I was reading this fascinating history of Theodore Roosevelt Island, trying to find out what the original plan was for the downstream pedestrian path - the one that ends on the Virginia side in the middle of nowhere. Did they have a plan to connect that to something at some point in time but just didn't follow through or did they just figure that someone would eventually connect something to it? (if so construction began in 1960, so they misjudged). Anyway, I couldn't find any of the designs as presented to the CFA, or anyone else, at the time, so I don't know, but I did learn a lot of other interesting facts. The CFA approved a steel bridge design in 1955, but I'm not sure if that's even the design that was built, since permission to build it wouldn't come for another year.
- There's been talk recently of building a bicycle and pedestrian bridge between Roosevelt Island and the Georgetown Waterfront, but that wouldn't be the first time such a bridge existed. For a few months at the end of the Civil War a pontoon bridge was built to facilitate the return of captured Confederate troops. (see image at bottom)
- The Columbia Athletic Club leased the island, then known as Masons Island, from 1889-1892 and built several athletic facilities there, including a "quarter-mile bicycle and running track". Theodore Roosevelt was a member of the club. In 1890 "the Columbia Athletic Club hosted the annual meet of the American Athletic Union, drawing competitors from around the country. A new world record in the 100-yard dash was set that day at a mark of nine and four-fifths seconds. The crouching start to races is also said to have been first used on the island."
- The Theodore Roosevelt Association (TRA) didn't want the bridge going across the island, as they planned to put a boathouse, ferry landing and outlook terrace there, but after many years they relented.
- In 1956, when the decision was made to run the bridge over the southern end of the Island, the TRA (which had control over the island) demanded, among other things, that "it include direct pedestrian and automobile access to the island." This had been included as a requirement in a 1954 Federal law authorizing the bridge. In 1957, it was still part of the plan. Yet, the bridge provides neither, and its unclear what happened to that demand and why. I've often though it was a shame that the pedestrian path on the upstream side doesn't provide direct access to the park.
In addition to these bike relevant pieces of information, I found this interesting as well
- In the 1920's there was talk of building a stadium on the island to honor TR. "The Washington Board of Trade led an effort to build a 100,000-seat, $5 million stadium or athletic coliseum capable of hosting major national sporting events and the Olympic Games on the island"

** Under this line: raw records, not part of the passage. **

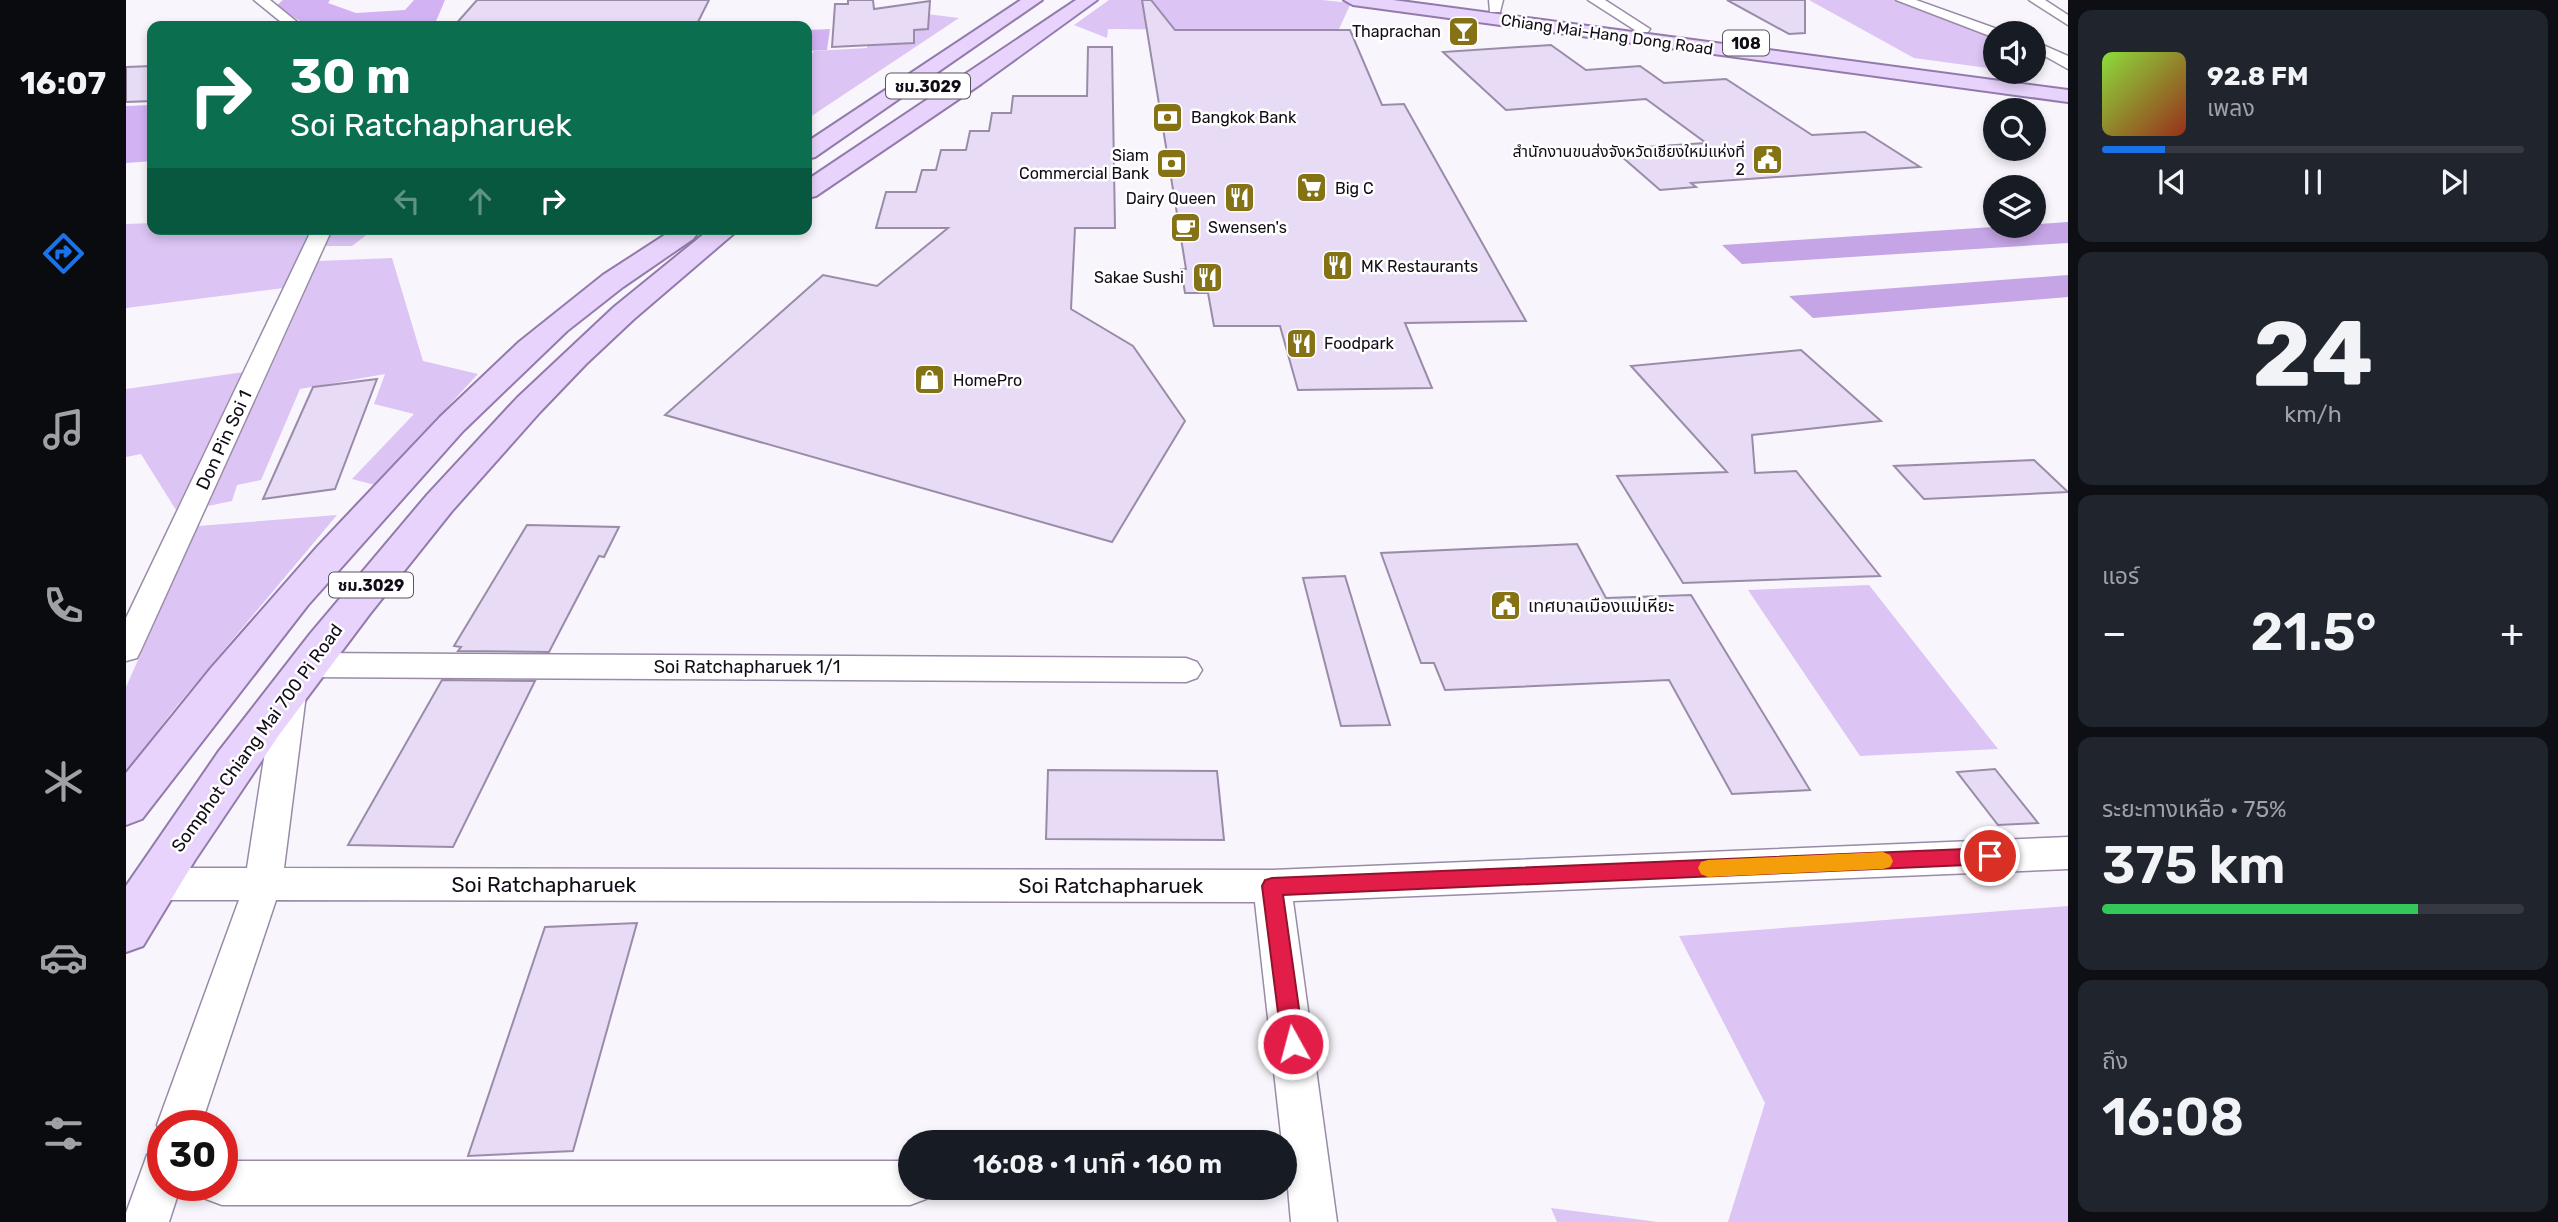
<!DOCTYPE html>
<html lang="th">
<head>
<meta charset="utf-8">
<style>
  body { margin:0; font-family:Rubik,"Noto Sans Thai",sans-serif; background:#20242c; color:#f1f3f6; height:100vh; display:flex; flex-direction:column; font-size:26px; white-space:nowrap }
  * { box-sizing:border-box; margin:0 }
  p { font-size:23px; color:#9ea1a6 }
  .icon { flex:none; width:38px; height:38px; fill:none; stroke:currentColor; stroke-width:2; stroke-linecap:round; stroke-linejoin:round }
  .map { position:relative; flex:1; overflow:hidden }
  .sheet { display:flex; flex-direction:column; gap:10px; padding:10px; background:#0d0f14; width:490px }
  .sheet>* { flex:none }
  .top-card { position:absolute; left:21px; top:21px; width:665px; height:214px; border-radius:14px; box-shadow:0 4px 10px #0003; background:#0b6e4f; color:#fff; overflow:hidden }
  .buttons { position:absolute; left:1857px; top:21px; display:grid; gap:14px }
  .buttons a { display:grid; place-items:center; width:63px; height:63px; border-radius:50%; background:#171b24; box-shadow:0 4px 10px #0003; font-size:35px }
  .speed { position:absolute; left:21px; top:1110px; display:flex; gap:14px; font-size:35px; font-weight:700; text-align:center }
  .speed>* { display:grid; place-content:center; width:91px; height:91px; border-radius:50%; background:#171b24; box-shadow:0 4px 10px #0003; line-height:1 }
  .speed .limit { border:10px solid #d22; background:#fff; color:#111 }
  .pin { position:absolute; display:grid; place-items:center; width:60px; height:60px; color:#fff; margin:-30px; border:4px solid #fff; border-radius:50%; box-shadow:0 2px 7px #0007 }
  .me { position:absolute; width:77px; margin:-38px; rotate:353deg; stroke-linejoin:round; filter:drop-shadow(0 0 5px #0008) }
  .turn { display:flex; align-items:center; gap:24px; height:147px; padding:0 28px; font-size:32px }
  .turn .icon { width:91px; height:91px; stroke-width:2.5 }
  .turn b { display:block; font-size:49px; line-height:60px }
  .lanes { display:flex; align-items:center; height:66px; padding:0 28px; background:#0003; justify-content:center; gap:35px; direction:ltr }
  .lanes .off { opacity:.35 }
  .big { font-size:52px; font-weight:600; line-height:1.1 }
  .sheet .tile { flex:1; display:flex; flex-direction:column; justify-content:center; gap:10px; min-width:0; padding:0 24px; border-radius:14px; background:#20242c }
  .sheet .dial { align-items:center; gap:0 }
  .dial b { font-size:91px; line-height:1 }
  .song { display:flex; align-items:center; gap:21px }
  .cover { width:84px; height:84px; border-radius:10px; background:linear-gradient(135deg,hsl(90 70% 55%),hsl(10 70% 35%)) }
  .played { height:7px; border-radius:4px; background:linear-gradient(90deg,#1a73e8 15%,#363941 15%) }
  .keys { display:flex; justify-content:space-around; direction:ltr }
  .heat { display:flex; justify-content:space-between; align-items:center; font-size:38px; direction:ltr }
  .charge { height:10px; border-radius:5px; background:linear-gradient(90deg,#34c759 75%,#363941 0) }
  .trip { position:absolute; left:772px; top:1130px; width:399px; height:70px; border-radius:35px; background:#171b24; box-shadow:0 4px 10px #0003; font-weight:600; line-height:70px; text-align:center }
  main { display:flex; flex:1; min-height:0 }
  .tab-bar { display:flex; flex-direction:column; width:126px; justify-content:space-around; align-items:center; background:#090b0e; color:#9ea1a6 }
  .tab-bar .icon { width:49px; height:49px }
  .tab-bar .on { color:#1a73e8 }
  .tab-bar b { font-size:32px; color:#f1f3f6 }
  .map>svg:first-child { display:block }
</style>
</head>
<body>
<main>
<nav class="tab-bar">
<b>16:07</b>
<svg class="icon on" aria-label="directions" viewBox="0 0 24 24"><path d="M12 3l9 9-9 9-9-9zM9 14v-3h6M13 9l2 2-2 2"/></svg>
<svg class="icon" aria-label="music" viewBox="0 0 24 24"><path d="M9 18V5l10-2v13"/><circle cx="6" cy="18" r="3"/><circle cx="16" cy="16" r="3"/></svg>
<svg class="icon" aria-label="phone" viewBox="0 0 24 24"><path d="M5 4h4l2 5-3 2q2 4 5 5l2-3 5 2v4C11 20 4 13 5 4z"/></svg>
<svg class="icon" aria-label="climate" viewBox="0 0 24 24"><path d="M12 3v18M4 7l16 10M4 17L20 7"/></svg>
<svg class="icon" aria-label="car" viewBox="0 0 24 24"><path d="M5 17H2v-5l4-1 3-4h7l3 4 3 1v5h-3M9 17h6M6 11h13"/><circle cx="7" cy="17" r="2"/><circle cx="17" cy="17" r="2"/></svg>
<svg class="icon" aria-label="filters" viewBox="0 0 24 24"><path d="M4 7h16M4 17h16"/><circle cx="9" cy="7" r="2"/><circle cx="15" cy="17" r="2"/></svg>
</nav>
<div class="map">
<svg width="1942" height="1222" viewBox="0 0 1942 1222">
  <rect width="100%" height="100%" fill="#f9f5fc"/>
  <g fill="#dcc4f4">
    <path d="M983,0h213l29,3 -13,28 -230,-2 -1,9 -33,-13z"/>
    <path d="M1683,0h85l101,38v31l-81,-11z"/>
    <path d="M801,14l32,4 -152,101v-58l7,-10 53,-3 2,-19z"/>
    <path d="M26,223v6h32l-3,3 130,-3 -27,59 -158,20v-84z"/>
    <path d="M206,229h42l-22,17h-28z"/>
    <path d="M266,258l31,103 55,13 -103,111 -23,-6 62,-65 -40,-10 11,-30 -85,15 -39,91 -24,5 -5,16 -24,5 111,-245z"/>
    <path d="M118,372l-68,138 -35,-56 -15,3v-68z"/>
    <path d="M211,515l-166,198 -45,60v-86l72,-161z"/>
    <path d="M1743,585l129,164 -138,7 -112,-166z"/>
    <path d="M1942,906v316h-340l37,-119 -86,-167z"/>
    <path d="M1425,1208l107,14h-101z"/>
  </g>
  <g fill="#d2b2f3">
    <path d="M157,0h47l-2,3 28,10 49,-3 9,-10h31l-11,26h-126l-32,-20z"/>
    <path d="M704,29l-3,21 -20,1v-21z"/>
    <path d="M26,105v56l-26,2v-57z"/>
  </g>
  <g fill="#c5a5e5">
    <path d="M1942,222v21l-326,21 -20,-19z"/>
    <path d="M1942,275v22l-255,21 -24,-22z"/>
  </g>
  <g fill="#e7dbf5" stroke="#9a8ca9" stroke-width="2">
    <path d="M351,0h232l-13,26h-242z"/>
    <path d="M722,0h25l1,9 56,-8 -2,28 -14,1v13l-82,4 3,-43h13z"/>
    <path d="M1016,0h9l24,30h175l32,75 22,-1 122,217 -121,2 27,65 -134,2 -18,-64h-66l-6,-33h-23l-4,-24h5z"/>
    <path d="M1601,0h78v33l-16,1z"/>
    <path d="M1425,45l35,25 54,-4 24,17 62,-4 86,56 53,-3 55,35 -229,16 5,4 -36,3 -47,-41 93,-6 -60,-44 -140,11 -63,-58z"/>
    <path d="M962,47h24l3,181h-40l-4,81 62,37 52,75 -73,121 -447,-127 158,-140 54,11 71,-58h-72l10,-36h30l6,-22h14l5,-20h25l4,-19h19l3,-18h19l2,-17h74z"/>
    <path d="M26,66v35l-26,1v-35z"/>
    <path d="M1675,350l80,71 -129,14 3,38 41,-2 84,105 -197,7 -66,-107 110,-4 -96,-106z"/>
    <path d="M251,379l-42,110 -72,10 50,-112z"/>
    <path d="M1908,460l34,32 -144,7 -30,-33z"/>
    <path d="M401,525l92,2 -15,30 -5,-1 -50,96 -91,-1 3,-4 -7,-1z"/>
    <path d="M1451,544l29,54 85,-3 119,195 -78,4 -63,-114 -224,10 -11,-27h-13l-40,-110z"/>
    <path d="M1219,576l45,149 -49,1 -38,-148z"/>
    <path d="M316,680l93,1 -82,166 -105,-2z"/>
    <path d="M1869,769l43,54 -40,2 -41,-53z"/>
    <path d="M922,770l169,1 7,69 -178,-1z"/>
    <path d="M511,923l-64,228 -105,5 77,-229z"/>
  </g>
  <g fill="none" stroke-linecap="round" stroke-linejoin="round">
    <defs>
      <g id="minor">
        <path d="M128,0h16l32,26h-16z"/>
        <path d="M1363,0h14l-3,12h-10z"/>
        <path d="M1462,0h17l45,29 -2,3h-10z"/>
        <path d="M1770,0h20l84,30 2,3h-7v4l-5,-1z"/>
        <path d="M1903,0h16l23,15v10z"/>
        <path d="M1908,41l34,15v13l-34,-19z"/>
        <path d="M186,229h20l-191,421 -4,8 -11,3v-43z"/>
        <path d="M181,653l879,5 11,4 5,8 -5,8 -11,4 -879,-5 -11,-4 -5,-8 5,-8z"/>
        <path d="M165,675l11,4 5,8 -23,181 988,2 796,-33v32l-775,32 44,321h-46l-7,-79h-2l-27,-241 -979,-2 -75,225h-38v13l-6,-13 82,-225h-86l-13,-5 -5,-11 5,-11 13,-5h94l28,-181 5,-8z"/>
        <path d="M37,1149v36h18l-12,37h-43v-9l21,-58z"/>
        <path d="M96,1161h688v27h20l-4,11 -16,6h-688l-16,-6 -6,-14h22z"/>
      </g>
      <g id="major">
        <path d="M895,0h21l-227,157 -8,2v-17z"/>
        <path d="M950,0h21l-116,84 -165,112 -9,2v-18z"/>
        <path d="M1218,0h49l675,90v12l-715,-97z"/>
        <path d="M548,229h20l3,5 -4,5 -70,48 -56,44 -104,100 -155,174 -166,214 -16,6v-52l85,-105 106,-121 123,-130 79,-75 84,-67z"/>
        <path d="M584,229h29l-105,90 -48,45 -46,48 -88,99 -83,104 -90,120 -84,125 -52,86 -17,6v-66l93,-135 91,-117 117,-139 90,-97 97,-91z"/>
      </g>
    </defs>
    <use href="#minor" stroke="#998ba8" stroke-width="3"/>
    <use href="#major" stroke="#927aaa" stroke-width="4"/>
    <use href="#minor" fill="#fff" fill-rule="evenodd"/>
    <use href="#major" fill="#e7d3fb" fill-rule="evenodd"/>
  </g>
  <path fill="#e11d48" stroke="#92132f" stroke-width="2" d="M1864,848l7,2 3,6 -3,6 -7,2 -707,31 21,149 -3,8 -8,3 -8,-3 -3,-8 -20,-158 3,-6 7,-2z"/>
  <path fill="#f59e0b" d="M1757,852l7,3 3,6 -3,6 -7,2 -175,8 -7,-3 -3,-6 3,-6 7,-2z"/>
  <defs>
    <symbol id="bar-square" viewBox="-11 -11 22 22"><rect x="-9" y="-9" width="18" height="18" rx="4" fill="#857214" stroke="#fff"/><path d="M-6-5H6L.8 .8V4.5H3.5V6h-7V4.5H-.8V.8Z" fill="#fff"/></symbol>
    <symbol id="bank-square" viewBox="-11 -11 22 22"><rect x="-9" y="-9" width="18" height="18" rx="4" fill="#857214" stroke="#fff"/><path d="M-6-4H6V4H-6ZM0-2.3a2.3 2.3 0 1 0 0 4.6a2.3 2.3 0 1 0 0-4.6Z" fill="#fff"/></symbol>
    <symbol id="civic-square" viewBox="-11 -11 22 22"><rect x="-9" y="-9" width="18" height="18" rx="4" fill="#857214" stroke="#fff"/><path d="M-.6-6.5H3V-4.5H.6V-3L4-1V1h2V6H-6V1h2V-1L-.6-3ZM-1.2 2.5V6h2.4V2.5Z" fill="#fff"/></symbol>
    <symbol id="supermarket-square" viewBox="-11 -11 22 22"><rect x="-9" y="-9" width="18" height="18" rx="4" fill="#857214" stroke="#fff"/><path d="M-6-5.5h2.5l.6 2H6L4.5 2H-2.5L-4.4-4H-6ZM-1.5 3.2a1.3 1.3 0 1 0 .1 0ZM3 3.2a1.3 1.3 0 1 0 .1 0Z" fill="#fff"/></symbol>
    <symbol id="restaurant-square" viewBox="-11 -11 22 22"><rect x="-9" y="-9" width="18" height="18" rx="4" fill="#857214" stroke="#fff"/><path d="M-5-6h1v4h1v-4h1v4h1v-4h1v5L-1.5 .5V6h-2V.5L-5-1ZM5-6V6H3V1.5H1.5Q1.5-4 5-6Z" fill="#fff"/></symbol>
    <symbol id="cafe-square" viewBox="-11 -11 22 22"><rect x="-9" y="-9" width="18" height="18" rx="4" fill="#857214" stroke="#fff"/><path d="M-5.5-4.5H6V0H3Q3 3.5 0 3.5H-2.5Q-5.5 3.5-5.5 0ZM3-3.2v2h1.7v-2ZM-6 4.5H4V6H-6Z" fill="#fff"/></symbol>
    <symbol id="shop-square" viewBox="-11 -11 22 22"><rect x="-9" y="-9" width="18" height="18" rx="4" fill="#857214" stroke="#fff"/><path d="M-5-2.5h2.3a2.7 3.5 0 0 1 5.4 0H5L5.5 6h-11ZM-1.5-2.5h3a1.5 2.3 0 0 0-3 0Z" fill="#fff"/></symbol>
  </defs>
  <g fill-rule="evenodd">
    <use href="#bar-square" x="1320" y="14" width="35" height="35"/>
    <use href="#bank-square" x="1024" y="100" width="35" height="35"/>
    <use href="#civic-square" x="1624" y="142" width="35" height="35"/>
    <use href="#bank-square" x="1028" y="146" width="35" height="35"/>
    <use href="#supermarket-square" x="1168" y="170" width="35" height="35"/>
    <use href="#restaurant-square" x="1096" y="180" width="35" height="35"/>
    <use href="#cafe-square" x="1042" y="210" width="35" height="35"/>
    <use href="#restaurant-square" x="1194" y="248" width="35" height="35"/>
    <use href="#restaurant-square" x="1064" y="260" width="35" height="35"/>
    <use href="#restaurant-square" x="1158" y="326" width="35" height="35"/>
    <use href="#shop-square" x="786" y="362" width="35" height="35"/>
    <use href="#civic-square" x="1362" y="588" width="35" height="35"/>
  </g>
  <g text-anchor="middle" stroke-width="5" stroke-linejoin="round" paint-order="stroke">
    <g font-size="16" fill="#120c17" stroke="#fff" text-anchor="start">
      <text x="1315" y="37" text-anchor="end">Thaprachan</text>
      <text x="1065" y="123">Bangkok Bank</text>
      <text x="1619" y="157" text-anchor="end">สำนักงานขนส่งจังหวัดเชียงใหม่แห่งที่<tspan x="1619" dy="18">2</tspan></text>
      <text x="1023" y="161" text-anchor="end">Siam<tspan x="1023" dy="18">Commercial Bank</tspan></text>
      <text x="1209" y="194">Big C</text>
      <text x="1090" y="204" text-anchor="end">Dairy Queen</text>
      <text x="1082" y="233">Swensen's</text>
      <text x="1235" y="272">MK Restaurants</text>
      <text x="1058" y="283" text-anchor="end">Sakae Sushi</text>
      <text x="1198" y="349">Foodpark</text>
      <text x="827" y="386">HomePro</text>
    </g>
    <g font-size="16" fill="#120c17" stroke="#fff">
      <text transform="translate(1481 34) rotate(8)" y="6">Chiang Mai-Hang Dong Road</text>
    </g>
    <g fill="#fff" stroke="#59555d" stroke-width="2">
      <rect x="1597" y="30.5" width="46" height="25" rx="5"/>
      <rect x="760" y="73.5" width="84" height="25" rx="5"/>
      <rect x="203" y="572.5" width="84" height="25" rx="5"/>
    </g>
    <g font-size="16" font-weight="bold" fill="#120c17">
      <text x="1620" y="49">108</text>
      <text x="802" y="92">ชม.3029</text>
      <text x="245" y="591">ชม.3029</text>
    </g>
    <g font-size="18" fill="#120c17" stroke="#fff">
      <text transform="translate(98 440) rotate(-65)" y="6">Don Pin Soi 1</text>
      <text x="621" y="673">Soi Ratchapharuek 1/1</text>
      <text transform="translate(131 738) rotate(-54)" y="6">Somphot Chiang Mai 700 Pi Road</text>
    </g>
    <g font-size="18" fill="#120c17" stroke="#fff" text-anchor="start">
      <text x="1402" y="612">เทศบาลเมืองแม่เหียะ</text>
    </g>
    <g font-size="21" fill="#120c17" stroke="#fff">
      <text x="418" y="892">Soi Ratchapharuek</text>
      <text x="985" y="893">Soi Ratchapharuek</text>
    </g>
  </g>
</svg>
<div class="buttons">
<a><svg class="icon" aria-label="sound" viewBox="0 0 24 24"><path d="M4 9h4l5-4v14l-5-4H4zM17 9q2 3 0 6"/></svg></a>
<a><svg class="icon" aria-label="search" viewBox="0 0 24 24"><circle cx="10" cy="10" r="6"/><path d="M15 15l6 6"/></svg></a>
<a><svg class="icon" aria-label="layers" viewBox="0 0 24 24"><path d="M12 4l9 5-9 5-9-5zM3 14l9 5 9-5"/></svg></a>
</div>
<div class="speed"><div class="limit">30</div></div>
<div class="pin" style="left:1864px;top:856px;background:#d93025"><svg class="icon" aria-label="arrive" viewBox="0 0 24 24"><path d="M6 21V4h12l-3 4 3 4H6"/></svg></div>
<svg class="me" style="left:1167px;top:1044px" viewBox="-20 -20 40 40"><circle r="17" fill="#e11d48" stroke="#fff" stroke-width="3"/><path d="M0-11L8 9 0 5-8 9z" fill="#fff"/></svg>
<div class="trip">16:08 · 1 นาที · 160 m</div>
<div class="top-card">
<div class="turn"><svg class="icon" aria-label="right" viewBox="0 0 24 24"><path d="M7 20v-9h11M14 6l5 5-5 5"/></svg><div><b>30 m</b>Soi Ratchapharuek</div></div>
<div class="lanes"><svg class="icon off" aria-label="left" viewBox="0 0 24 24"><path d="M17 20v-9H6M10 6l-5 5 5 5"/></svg><svg class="icon off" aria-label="ahead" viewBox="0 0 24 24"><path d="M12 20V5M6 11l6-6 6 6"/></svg><svg class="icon" aria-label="right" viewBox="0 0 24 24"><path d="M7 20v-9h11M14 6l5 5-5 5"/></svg></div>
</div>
</div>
<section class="sheet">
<div class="tile">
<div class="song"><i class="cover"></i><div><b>92.8 FM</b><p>เพลง</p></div></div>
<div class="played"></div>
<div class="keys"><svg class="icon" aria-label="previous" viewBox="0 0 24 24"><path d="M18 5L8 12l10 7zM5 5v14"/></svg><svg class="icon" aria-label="pause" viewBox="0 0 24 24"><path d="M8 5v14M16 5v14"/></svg><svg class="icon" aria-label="next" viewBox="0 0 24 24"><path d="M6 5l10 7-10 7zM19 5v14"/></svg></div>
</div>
<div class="tile dial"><b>24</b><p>km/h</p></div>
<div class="tile"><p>แอร์</p>
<div class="heat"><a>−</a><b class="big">21.5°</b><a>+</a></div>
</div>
<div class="tile"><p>ระยะทางเหลือ · 75%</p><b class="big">375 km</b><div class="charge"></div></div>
<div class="tile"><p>ถึง</p><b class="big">16:08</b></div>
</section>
</main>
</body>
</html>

- There was an alternate proposal, that wasn't seriously considered, to raise the island on the south side and then tunnel the bridge through it. An NPS official supported the idea enough to do a formal comparative analysis of the bridge and tunnel plans in February 1957. NCPC supported the tunnel.
- Before being called the Theodore Roosevelt Bridge it was the E Street Bridge.
- There were several ferries that connected the island to VA or DC and also several causeways between the island and VA. But from 1948 up until the current pedestrian bridge was built in 1979, the only way to get there was via ferry. The frequency and price changed many times over the years.
- In 1958, the 4th of July fireworks were launched from the island to celebrate TR's 100th birthday.